WORK ORDER.
Filter the data for "margin" and copy matching lines.

Stored items
********

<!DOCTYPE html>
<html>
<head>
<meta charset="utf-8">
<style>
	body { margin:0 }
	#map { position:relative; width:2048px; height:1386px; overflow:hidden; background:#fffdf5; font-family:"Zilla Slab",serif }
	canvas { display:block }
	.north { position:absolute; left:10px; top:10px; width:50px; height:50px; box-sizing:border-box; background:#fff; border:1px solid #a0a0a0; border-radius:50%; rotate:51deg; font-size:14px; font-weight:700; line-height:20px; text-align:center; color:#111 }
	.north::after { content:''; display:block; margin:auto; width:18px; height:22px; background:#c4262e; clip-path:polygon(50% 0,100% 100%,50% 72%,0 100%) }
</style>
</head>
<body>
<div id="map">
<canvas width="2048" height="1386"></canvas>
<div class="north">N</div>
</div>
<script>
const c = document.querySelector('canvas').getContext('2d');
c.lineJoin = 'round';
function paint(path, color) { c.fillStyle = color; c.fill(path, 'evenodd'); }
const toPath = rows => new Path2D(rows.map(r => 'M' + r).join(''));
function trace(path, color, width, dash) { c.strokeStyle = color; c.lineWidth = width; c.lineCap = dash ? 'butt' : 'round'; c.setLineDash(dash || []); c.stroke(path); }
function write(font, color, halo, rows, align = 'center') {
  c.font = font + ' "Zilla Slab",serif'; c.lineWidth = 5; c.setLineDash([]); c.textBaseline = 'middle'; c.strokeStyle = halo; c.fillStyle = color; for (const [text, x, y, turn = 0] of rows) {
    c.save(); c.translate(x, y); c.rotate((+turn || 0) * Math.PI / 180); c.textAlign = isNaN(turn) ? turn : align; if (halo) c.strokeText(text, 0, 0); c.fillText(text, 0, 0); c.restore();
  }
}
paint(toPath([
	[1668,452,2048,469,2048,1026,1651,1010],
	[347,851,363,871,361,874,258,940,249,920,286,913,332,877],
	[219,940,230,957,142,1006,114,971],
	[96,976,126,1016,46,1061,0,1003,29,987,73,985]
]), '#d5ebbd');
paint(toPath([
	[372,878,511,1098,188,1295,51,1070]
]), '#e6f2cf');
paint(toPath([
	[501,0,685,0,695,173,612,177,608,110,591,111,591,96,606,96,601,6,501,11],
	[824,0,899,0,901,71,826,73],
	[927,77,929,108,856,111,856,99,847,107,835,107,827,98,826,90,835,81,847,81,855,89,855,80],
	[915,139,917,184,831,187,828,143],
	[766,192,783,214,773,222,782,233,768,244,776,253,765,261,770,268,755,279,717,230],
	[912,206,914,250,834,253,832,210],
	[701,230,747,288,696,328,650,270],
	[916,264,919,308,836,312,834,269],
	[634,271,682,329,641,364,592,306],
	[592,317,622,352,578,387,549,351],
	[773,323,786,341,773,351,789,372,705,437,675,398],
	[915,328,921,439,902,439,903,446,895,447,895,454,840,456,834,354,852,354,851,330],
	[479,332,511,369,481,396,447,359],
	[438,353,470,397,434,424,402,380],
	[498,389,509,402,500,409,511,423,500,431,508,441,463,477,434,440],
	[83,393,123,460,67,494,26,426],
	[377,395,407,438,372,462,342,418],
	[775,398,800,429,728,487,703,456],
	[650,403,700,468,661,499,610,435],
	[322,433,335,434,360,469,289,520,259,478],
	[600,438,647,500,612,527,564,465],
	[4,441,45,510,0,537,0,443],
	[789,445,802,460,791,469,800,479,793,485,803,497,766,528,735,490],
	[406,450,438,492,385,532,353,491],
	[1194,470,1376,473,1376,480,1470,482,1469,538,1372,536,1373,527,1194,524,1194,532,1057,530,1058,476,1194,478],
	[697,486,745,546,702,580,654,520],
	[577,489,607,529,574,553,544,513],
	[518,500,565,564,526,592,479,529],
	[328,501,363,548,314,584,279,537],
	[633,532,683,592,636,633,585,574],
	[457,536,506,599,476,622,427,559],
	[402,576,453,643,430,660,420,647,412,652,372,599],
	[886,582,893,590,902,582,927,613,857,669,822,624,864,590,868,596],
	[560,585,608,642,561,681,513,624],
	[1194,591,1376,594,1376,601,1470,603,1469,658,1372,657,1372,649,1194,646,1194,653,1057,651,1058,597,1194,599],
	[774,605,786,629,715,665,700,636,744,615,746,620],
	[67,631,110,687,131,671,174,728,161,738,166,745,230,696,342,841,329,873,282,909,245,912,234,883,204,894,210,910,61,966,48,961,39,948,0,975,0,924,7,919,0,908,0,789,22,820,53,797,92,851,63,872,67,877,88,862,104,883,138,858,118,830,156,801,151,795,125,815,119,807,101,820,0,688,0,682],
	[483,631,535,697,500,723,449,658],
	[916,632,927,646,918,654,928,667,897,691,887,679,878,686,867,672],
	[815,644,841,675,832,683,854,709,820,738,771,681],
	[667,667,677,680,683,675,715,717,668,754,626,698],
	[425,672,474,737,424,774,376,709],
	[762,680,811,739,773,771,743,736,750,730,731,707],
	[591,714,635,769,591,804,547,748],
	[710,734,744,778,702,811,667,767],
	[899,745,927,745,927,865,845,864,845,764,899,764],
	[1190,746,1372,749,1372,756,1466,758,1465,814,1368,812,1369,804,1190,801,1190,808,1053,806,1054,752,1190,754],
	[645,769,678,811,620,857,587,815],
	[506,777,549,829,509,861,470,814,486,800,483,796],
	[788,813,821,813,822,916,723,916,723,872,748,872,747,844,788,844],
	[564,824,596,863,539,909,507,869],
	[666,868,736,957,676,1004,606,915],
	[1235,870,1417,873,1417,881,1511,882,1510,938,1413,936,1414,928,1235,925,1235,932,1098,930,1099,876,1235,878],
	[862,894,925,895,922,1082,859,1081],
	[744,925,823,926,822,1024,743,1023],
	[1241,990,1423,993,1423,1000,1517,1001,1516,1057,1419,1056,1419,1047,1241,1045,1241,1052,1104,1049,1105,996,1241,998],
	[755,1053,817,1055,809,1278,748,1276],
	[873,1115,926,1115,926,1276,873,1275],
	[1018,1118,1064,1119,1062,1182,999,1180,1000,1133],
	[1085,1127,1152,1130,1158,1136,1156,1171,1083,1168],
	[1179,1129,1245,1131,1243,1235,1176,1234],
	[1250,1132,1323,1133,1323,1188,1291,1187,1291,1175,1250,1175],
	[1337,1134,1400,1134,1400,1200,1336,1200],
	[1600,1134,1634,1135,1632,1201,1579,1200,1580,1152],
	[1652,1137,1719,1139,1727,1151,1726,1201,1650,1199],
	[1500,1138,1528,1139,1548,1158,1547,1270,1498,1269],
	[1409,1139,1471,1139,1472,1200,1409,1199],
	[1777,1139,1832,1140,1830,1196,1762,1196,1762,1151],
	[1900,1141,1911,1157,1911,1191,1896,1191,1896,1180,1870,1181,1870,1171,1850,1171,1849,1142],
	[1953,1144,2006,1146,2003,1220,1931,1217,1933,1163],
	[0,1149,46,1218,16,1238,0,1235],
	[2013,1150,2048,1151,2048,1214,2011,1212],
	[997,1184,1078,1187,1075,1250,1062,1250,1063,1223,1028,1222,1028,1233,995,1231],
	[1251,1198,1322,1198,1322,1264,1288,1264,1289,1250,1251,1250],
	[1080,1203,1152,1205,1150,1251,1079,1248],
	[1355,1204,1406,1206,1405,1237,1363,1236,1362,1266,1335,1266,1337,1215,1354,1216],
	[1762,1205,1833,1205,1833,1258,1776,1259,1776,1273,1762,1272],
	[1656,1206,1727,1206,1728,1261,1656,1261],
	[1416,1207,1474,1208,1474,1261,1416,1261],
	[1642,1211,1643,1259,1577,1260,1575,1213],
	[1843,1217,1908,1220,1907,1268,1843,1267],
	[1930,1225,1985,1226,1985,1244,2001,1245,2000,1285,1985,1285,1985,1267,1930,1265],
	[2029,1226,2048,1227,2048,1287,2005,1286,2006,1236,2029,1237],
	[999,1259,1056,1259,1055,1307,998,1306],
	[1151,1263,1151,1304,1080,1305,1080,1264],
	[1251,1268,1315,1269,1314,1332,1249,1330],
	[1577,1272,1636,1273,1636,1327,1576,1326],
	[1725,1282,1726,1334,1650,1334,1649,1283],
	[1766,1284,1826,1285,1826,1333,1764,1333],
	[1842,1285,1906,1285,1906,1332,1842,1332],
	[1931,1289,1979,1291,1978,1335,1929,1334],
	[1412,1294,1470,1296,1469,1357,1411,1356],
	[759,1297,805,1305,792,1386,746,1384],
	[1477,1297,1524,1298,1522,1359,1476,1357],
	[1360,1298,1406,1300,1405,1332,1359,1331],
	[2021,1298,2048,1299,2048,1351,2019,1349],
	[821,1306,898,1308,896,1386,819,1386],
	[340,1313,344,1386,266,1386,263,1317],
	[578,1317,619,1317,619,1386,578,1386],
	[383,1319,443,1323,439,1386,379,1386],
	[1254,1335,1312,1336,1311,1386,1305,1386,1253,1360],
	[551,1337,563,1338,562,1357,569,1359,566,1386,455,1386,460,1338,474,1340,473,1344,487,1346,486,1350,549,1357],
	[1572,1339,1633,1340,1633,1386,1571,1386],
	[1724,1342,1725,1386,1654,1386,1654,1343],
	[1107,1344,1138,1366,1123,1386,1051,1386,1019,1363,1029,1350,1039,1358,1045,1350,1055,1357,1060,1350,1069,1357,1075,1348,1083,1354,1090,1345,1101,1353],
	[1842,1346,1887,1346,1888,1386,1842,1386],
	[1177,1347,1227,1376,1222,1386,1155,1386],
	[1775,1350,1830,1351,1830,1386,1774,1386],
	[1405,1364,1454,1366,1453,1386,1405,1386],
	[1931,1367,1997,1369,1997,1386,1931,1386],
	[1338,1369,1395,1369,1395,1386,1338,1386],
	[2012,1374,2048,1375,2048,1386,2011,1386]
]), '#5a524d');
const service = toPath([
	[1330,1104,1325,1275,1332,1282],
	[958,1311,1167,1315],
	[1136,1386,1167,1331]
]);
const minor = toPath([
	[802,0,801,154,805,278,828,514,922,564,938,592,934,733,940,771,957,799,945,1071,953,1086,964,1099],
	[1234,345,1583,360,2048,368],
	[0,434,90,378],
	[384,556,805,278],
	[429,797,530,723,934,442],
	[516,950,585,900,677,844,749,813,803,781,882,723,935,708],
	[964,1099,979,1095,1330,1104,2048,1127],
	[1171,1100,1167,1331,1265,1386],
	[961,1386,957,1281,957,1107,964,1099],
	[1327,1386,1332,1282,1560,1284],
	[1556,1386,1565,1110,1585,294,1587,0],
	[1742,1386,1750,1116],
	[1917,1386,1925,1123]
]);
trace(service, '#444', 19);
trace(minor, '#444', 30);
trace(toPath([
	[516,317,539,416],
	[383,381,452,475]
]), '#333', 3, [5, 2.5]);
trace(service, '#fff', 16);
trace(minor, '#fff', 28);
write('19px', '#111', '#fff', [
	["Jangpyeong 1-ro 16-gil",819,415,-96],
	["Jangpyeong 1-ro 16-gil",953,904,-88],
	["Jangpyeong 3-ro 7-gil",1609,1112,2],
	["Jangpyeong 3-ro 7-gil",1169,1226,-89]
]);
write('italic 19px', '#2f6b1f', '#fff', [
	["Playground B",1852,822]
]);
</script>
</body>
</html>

********

ANSWER BOX.
	body { margin:0 }
	.north::after { content:''; display:block; margin:auto; width:18px; height:22px; background:#c4262e; clip-path:polygon(50% 0,100% 100%,50% 72%,0 100%) }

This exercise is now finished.